Lines from the beginning of the entries up to and including the one with "Annotate the street map: name" must be duplicated word for word; leave out all others.

(Stored dataset items)
▼

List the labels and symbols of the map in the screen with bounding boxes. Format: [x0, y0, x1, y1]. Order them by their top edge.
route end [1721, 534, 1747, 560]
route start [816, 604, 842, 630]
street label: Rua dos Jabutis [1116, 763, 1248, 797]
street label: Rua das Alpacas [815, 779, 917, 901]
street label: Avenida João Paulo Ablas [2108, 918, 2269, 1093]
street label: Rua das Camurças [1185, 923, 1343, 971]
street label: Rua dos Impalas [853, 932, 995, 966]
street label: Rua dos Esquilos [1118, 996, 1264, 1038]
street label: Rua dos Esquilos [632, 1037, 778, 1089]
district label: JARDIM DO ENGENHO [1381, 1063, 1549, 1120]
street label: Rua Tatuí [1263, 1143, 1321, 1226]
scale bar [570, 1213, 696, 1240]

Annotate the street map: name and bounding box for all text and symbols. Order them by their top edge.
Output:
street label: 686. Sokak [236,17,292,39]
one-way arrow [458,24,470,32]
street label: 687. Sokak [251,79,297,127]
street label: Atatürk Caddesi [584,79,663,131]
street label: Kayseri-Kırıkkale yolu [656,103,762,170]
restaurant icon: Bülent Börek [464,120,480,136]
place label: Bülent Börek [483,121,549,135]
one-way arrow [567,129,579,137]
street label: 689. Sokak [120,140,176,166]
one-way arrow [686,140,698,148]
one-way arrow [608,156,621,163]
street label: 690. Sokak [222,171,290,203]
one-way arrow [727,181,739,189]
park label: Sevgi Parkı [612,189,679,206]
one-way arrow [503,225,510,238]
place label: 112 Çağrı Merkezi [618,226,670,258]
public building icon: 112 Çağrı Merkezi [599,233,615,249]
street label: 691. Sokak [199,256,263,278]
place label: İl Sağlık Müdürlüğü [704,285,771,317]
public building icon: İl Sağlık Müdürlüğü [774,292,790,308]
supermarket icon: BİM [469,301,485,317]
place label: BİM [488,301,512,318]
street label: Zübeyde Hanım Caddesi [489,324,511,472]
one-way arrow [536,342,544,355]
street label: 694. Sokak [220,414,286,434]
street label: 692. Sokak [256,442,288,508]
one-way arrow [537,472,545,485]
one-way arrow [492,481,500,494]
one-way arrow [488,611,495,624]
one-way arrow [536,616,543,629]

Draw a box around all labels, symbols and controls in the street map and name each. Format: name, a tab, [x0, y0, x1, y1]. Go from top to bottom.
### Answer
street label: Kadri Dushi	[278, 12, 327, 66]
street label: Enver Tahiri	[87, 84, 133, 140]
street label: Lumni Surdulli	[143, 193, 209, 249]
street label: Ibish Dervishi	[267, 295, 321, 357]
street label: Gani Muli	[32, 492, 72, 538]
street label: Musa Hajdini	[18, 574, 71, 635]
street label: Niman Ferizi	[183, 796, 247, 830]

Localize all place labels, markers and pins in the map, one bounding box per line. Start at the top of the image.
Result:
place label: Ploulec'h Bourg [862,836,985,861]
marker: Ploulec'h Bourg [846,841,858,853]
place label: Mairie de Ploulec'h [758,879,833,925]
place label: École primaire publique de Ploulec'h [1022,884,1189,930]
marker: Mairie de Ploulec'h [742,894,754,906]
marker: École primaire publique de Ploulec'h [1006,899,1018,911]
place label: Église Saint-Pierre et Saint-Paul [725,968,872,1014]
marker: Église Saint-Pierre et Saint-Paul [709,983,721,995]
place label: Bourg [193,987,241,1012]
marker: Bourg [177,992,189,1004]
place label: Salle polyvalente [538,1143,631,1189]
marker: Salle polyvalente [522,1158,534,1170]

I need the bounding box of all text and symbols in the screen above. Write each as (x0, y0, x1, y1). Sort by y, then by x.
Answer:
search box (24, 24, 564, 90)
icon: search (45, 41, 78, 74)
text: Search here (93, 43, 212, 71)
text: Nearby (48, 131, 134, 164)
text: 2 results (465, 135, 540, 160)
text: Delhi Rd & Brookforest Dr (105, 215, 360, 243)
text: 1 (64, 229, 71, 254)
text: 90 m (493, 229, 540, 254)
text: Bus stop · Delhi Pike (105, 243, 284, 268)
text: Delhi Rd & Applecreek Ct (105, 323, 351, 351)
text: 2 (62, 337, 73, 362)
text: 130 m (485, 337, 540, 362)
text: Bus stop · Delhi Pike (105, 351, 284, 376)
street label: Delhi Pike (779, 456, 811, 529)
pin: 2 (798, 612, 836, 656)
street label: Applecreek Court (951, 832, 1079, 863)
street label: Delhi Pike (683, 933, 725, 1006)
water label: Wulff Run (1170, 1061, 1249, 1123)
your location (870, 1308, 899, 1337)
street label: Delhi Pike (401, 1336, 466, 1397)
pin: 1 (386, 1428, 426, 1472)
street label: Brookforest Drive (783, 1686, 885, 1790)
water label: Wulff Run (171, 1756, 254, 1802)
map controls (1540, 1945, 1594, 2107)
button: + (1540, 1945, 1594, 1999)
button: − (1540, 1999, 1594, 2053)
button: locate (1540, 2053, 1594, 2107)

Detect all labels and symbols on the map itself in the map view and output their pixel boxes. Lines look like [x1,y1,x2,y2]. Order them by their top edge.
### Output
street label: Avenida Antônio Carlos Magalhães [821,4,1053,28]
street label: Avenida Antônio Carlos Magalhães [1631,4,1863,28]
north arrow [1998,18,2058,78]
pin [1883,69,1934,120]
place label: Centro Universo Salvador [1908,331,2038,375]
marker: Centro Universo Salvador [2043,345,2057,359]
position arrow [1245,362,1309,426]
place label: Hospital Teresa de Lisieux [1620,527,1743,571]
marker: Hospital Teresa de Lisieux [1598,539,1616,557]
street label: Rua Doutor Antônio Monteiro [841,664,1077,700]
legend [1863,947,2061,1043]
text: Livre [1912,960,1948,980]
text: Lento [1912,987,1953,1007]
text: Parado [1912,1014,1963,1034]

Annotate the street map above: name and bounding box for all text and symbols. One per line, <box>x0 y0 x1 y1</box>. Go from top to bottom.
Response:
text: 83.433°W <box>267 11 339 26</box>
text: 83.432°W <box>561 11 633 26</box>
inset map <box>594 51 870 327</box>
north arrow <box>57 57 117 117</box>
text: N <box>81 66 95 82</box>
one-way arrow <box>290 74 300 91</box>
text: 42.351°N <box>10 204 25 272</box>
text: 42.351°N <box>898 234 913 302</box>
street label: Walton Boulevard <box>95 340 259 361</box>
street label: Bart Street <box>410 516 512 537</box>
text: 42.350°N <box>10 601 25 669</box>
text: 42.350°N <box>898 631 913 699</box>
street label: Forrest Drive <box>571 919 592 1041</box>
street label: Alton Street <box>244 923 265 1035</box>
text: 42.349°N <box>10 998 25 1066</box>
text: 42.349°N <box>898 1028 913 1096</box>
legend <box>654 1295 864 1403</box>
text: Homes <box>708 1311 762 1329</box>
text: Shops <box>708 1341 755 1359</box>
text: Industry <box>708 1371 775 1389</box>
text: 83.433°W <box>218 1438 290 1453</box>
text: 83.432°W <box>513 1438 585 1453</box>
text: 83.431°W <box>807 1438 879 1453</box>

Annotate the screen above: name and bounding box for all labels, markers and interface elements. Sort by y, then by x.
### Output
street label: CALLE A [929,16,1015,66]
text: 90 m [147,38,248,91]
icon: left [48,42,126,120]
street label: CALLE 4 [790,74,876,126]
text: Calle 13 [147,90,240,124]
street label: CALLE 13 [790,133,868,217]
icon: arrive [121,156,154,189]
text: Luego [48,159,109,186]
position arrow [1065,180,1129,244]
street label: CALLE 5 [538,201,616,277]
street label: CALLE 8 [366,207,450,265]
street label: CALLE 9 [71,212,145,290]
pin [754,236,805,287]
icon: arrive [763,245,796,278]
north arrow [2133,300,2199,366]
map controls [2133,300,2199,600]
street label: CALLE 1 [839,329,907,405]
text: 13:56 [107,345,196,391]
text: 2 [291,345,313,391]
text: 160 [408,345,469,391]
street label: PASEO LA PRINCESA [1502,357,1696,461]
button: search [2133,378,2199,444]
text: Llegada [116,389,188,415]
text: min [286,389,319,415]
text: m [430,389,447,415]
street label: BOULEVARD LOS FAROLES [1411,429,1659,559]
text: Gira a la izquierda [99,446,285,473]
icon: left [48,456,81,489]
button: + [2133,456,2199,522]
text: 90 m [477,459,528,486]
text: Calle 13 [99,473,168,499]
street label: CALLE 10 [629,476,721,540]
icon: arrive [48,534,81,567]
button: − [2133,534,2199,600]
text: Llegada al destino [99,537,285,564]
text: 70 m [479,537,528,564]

▲

__RESPONSE TO THIS EXERCISE__.
List the labels and symbols of the map in the screen with bounding boxes. Format: [x0, y0, x1, y1]. Order them by their top edge.
route end [1721, 534, 1747, 560]
route start [816, 604, 842, 630]
street label: Rua dos Jabutis [1116, 763, 1248, 797]
street label: Rua das Alpacas [815, 779, 917, 901]
street label: Avenida João Paulo Ablas [2108, 918, 2269, 1093]
street label: Rua das Camurças [1185, 923, 1343, 971]
street label: Rua dos Impalas [853, 932, 995, 966]
street label: Rua dos Esquilos [1118, 996, 1264, 1038]
street label: Rua dos Esquilos [632, 1037, 778, 1089]
district label: JARDIM DO ENGENHO [1381, 1063, 1549, 1120]
street label: Rua Tatuí [1263, 1143, 1321, 1226]
scale bar [570, 1213, 696, 1240]

Annotate the street map: name and bounding box for all text and symbols. Order them by their top edge.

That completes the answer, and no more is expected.